2. Open-source benchmarks are still rolling in. Z.ai shipped GLM-5.2 without publishing SWE-bench Verified, LiveCodeBench, or HumanEval numbers at launch. Third-party results will take 1-2 weeks post-weight-release. The Artificial Analysis Index and LMSys results are reliable, but you should wait for independent coding benchmarks before making procurement decisions.

3. 1M-token context is usable but expensive. A full 1M-token prompt costs ~$1.40 in input tokens alone. Output at that context length also runs slower due to the sparse attention mechanics. Plan your context budgets carefully — most agentic tasks can be done in 100K-200K tokens, which is where GLM-5.2 hits its efficiency sweet spot.

4. Self-hosting requires significant hardware. 40B active parameters is manageable on a single H100 with 4-bit quantization, but the full 753B weights need multi-GPU setups (8×H100 minimum). The MIT license removes software restrictions, but the hardware cost is real.

5. The geopolitical context matters. GLM-5.2 is a Chinese AI model released under MIT license.
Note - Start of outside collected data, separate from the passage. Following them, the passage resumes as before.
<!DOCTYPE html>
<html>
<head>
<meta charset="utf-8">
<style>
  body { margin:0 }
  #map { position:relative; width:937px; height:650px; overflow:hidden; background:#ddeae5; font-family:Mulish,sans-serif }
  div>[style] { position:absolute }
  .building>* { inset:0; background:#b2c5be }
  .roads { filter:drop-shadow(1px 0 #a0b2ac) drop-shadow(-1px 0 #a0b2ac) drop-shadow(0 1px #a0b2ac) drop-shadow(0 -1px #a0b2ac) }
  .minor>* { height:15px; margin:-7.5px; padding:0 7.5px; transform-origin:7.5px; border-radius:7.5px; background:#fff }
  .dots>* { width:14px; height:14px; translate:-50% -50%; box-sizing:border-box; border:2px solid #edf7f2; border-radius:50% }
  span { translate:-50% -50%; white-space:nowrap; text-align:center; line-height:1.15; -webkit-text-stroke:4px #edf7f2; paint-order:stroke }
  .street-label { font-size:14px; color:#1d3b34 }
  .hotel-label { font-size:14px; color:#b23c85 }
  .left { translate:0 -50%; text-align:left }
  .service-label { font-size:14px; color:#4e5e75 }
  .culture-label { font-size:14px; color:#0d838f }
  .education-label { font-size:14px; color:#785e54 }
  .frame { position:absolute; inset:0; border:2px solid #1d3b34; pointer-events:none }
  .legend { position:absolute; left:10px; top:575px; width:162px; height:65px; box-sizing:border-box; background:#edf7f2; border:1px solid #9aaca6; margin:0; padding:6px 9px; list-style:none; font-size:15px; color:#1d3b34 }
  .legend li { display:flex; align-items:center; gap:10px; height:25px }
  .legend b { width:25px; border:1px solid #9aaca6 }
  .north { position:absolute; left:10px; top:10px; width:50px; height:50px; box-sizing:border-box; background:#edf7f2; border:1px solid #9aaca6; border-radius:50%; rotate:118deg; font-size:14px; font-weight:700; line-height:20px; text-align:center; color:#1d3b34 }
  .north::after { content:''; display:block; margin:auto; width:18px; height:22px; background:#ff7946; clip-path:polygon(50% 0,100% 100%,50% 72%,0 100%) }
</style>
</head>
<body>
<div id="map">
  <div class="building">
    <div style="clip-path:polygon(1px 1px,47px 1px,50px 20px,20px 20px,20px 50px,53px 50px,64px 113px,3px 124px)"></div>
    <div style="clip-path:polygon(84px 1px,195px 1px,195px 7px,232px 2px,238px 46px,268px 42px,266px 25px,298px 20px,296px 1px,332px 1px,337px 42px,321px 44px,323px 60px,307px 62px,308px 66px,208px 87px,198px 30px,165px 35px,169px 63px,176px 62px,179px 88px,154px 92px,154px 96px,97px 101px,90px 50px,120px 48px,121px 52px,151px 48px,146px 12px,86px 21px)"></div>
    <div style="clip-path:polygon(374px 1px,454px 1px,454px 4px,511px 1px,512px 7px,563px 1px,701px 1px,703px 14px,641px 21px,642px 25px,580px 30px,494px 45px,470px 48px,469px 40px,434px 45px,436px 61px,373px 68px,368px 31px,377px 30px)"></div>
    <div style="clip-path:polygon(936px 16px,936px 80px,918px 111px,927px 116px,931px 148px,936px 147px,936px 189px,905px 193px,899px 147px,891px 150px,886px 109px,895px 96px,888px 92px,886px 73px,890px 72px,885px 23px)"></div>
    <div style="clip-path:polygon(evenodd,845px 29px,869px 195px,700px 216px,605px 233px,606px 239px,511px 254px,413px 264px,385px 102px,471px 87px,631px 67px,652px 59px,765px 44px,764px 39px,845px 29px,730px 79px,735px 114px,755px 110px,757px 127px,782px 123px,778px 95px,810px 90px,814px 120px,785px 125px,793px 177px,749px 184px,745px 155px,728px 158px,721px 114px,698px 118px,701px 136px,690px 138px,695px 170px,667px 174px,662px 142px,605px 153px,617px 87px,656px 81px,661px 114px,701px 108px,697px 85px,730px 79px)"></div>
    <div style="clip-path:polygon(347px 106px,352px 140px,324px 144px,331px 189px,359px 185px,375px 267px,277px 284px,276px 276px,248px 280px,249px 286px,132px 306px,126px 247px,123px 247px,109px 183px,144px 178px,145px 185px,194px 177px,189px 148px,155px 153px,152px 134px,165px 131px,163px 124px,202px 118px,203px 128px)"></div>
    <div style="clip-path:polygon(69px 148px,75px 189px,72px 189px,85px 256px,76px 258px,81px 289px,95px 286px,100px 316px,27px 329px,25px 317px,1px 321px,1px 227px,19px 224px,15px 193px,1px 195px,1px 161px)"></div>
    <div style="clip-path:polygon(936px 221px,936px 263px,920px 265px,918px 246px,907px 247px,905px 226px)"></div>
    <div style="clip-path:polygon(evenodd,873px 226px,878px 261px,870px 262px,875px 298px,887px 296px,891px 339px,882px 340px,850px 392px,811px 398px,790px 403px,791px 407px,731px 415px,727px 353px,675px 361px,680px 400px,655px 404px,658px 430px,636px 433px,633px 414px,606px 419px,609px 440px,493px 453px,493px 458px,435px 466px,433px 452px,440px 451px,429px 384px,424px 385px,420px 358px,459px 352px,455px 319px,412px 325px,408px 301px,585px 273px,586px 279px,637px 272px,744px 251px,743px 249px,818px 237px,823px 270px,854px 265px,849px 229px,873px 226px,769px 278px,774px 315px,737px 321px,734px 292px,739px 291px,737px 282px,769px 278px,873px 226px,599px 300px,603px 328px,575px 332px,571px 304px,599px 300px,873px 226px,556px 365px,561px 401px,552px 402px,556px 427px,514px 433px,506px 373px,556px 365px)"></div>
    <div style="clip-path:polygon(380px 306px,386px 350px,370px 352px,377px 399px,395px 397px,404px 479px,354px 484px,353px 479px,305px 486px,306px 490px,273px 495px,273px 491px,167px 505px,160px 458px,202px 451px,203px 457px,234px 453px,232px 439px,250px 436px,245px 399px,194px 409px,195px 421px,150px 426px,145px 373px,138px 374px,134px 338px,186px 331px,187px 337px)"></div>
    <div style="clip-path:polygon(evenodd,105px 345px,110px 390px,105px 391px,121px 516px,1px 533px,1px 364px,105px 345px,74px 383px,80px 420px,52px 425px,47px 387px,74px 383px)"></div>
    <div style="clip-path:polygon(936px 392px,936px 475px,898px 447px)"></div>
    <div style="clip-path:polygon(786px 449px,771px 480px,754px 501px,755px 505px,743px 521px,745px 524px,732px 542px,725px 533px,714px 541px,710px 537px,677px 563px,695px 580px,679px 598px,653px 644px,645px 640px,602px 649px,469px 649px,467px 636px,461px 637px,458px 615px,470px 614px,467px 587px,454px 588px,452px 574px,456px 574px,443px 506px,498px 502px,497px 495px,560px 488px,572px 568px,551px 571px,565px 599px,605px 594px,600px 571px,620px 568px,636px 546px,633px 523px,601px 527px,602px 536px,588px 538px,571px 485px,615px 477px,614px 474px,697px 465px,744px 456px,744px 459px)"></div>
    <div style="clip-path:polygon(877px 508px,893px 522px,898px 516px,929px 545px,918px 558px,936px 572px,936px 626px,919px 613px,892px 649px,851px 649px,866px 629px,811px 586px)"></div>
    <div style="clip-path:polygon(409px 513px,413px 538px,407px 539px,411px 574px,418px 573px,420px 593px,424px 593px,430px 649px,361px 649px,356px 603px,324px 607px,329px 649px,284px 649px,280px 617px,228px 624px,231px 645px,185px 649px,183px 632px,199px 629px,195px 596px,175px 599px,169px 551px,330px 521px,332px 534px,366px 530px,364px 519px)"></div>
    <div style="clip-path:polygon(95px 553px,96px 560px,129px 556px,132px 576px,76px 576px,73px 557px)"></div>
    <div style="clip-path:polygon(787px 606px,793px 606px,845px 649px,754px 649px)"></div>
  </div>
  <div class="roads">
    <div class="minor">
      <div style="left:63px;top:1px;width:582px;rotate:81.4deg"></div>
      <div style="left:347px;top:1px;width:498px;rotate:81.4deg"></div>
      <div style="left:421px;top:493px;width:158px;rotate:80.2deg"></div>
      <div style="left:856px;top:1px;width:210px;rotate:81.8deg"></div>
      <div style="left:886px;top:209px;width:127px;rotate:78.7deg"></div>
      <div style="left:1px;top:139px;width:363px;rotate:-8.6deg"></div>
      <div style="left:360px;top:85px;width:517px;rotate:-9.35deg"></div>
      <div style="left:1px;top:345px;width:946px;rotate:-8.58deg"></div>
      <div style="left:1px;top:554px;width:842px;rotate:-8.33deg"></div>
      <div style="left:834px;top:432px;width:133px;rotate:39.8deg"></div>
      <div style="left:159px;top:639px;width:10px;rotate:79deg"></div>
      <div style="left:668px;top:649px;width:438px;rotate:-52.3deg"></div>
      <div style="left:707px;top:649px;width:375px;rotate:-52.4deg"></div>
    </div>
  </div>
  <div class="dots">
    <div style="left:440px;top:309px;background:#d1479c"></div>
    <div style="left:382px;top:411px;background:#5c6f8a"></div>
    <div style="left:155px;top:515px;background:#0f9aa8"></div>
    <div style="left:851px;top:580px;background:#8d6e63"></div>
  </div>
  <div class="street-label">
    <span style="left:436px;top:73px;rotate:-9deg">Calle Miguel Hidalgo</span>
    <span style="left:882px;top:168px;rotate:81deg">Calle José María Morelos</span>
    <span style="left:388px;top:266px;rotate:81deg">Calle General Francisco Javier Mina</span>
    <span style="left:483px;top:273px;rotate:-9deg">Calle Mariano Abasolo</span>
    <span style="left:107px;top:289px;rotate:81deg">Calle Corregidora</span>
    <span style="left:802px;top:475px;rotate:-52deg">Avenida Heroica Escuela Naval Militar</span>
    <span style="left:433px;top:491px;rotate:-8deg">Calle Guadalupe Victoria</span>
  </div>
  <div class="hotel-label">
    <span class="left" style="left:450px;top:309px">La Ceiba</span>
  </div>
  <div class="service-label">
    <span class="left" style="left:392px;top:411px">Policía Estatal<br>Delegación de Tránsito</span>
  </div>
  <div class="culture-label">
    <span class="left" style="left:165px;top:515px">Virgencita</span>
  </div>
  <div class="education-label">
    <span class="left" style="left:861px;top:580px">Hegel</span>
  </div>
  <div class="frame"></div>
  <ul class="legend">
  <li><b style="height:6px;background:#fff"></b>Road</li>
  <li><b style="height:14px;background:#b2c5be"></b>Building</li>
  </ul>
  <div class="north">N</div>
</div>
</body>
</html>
For teams with export control compliance requirements or that operate in restricted jurisdictions, verify that self-hosting and API usage are permitted under your legal framework. Z.ai has stated the weights ship with "no regional limits," but self-hosted deployment decisions remain your responsibility.

The Bottom Line

GLM-5.2 is the strongest open-weights model for long-horizon agentic coding tasks available today. The IndexShare architecture makes 1M-token context practical, the agentic RL training produces coherent multi-step behavior, and the MIT open-weights license gives developers deployment flexibility that closed models can't match.

It's not a GPT-5.5 or Claude Opus killer — it trails those models on raw intelligence by a comfortable margin. But for the specific use case of building autonomous coding agents that operate at repository scale, GLM-5.2 is currently the best option in the open-weights ecosystem, and by a meaningful margin.

If you're running open-source coding agents and need a context window that actually fits a real codebase, start with GLM-5.2 in Max mode. Watch the third-party benchmarks, plan for the hardware requirements if self-hosting, and treat the High/Max mode distinction as a critical configuration decision rather than an afterthought.